▶ **Task details**:
Retype the data below in full, keeping every character as it is.

***** Data records

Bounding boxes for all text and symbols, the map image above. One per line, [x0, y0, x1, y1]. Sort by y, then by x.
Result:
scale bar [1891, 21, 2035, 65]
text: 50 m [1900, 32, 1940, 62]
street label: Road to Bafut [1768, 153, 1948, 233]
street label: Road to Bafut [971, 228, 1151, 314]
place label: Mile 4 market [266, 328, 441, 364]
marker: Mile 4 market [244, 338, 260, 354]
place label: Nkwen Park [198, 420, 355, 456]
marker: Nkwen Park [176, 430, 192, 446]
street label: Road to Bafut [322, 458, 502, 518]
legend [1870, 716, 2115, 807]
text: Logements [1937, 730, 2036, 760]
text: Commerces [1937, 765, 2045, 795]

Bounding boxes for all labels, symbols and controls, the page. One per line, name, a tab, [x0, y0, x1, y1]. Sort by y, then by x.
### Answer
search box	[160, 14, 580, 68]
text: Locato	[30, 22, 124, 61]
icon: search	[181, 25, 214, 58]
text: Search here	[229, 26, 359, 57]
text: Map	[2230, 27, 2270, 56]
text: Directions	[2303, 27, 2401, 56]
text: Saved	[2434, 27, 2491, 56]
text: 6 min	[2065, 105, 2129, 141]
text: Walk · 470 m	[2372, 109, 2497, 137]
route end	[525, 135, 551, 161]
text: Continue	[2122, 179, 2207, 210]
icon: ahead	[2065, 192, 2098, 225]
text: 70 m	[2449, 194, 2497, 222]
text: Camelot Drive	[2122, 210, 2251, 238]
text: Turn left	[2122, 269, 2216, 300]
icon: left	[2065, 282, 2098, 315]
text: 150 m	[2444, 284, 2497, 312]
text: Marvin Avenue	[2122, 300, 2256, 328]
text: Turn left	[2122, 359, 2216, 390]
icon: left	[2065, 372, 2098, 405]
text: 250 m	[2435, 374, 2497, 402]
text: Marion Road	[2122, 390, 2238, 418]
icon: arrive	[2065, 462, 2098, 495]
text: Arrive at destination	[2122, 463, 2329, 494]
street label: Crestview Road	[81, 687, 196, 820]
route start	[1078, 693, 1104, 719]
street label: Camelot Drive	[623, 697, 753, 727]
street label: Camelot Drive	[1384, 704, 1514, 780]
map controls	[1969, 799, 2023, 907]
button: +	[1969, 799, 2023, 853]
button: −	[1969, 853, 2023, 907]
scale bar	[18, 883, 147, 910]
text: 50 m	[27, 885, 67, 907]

**********

▶ **Worked solution**:
Bounding boxes for all text and symbols, the map image above. One per line, [x0, y0, x1, y1]. Sort by y, then by x.
Result:
scale bar [1891, 21, 2035, 65]
text: 50 m [1900, 32, 1940, 62]
street label: Road to Bafut [1768, 153, 1948, 233]
street label: Road to Bafut [971, 228, 1151, 314]
place label: Mile 4 market [266, 328, 441, 364]
marker: Mile 4 market [244, 338, 260, 354]
place label: Nkwen Park [198, 420, 355, 456]
marker: Nkwen Park [176, 430, 192, 446]
street label: Road to Bafut [322, 458, 502, 518]
legend [1870, 716, 2115, 807]
text: Logements [1937, 730, 2036, 760]
text: Commerces [1937, 765, 2045, 795]

Bounding boxes for all labels, symbols and controls, the page. One per line, name, a tab, [x0, y0, x1, y1]. Sort by y, then by x.
### Answer
search box	[160, 14, 580, 68]
text: Locato	[30, 22, 124, 61]
icon: search	[181, 25, 214, 58]
text: Search here	[229, 26, 359, 57]
text: Map	[2230, 27, 2270, 56]
text: Directions	[2303, 27, 2401, 56]
text: Saved	[2434, 27, 2491, 56]
text: 6 min	[2065, 105, 2129, 141]
text: Walk · 470 m	[2372, 109, 2497, 137]
route end	[525, 135, 551, 161]
text: Continue	[2122, 179, 2207, 210]
icon: ahead	[2065, 192, 2098, 225]
text: 70 m	[2449, 194, 2497, 222]
text: Camelot Drive	[2122, 210, 2251, 238]
text: Turn left	[2122, 269, 2216, 300]
icon: left	[2065, 282, 2098, 315]
text: 150 m	[2444, 284, 2497, 312]
text: Marvin Avenue	[2122, 300, 2256, 328]
text: Turn left	[2122, 359, 2216, 390]
icon: left	[2065, 372, 2098, 405]
text: 250 m	[2435, 374, 2497, 402]
text: Marion Road	[2122, 390, 2238, 418]
icon: arrive	[2065, 462, 2098, 495]
text: Arrive at destination	[2122, 463, 2329, 494]
street label: Crestview Road	[81, 687, 196, 820]
route start	[1078, 693, 1104, 719]
street label: Camelot Drive	[623, 697, 753, 727]
street label: Camelot Drive	[1384, 704, 1514, 780]
map controls	[1969, 799, 2023, 907]
button: +	[1969, 799, 2023, 853]
button: −	[1969, 853, 2023, 907]
scale bar	[18, 883, 147, 910]
text: 50 m	[27, 885, 67, 907]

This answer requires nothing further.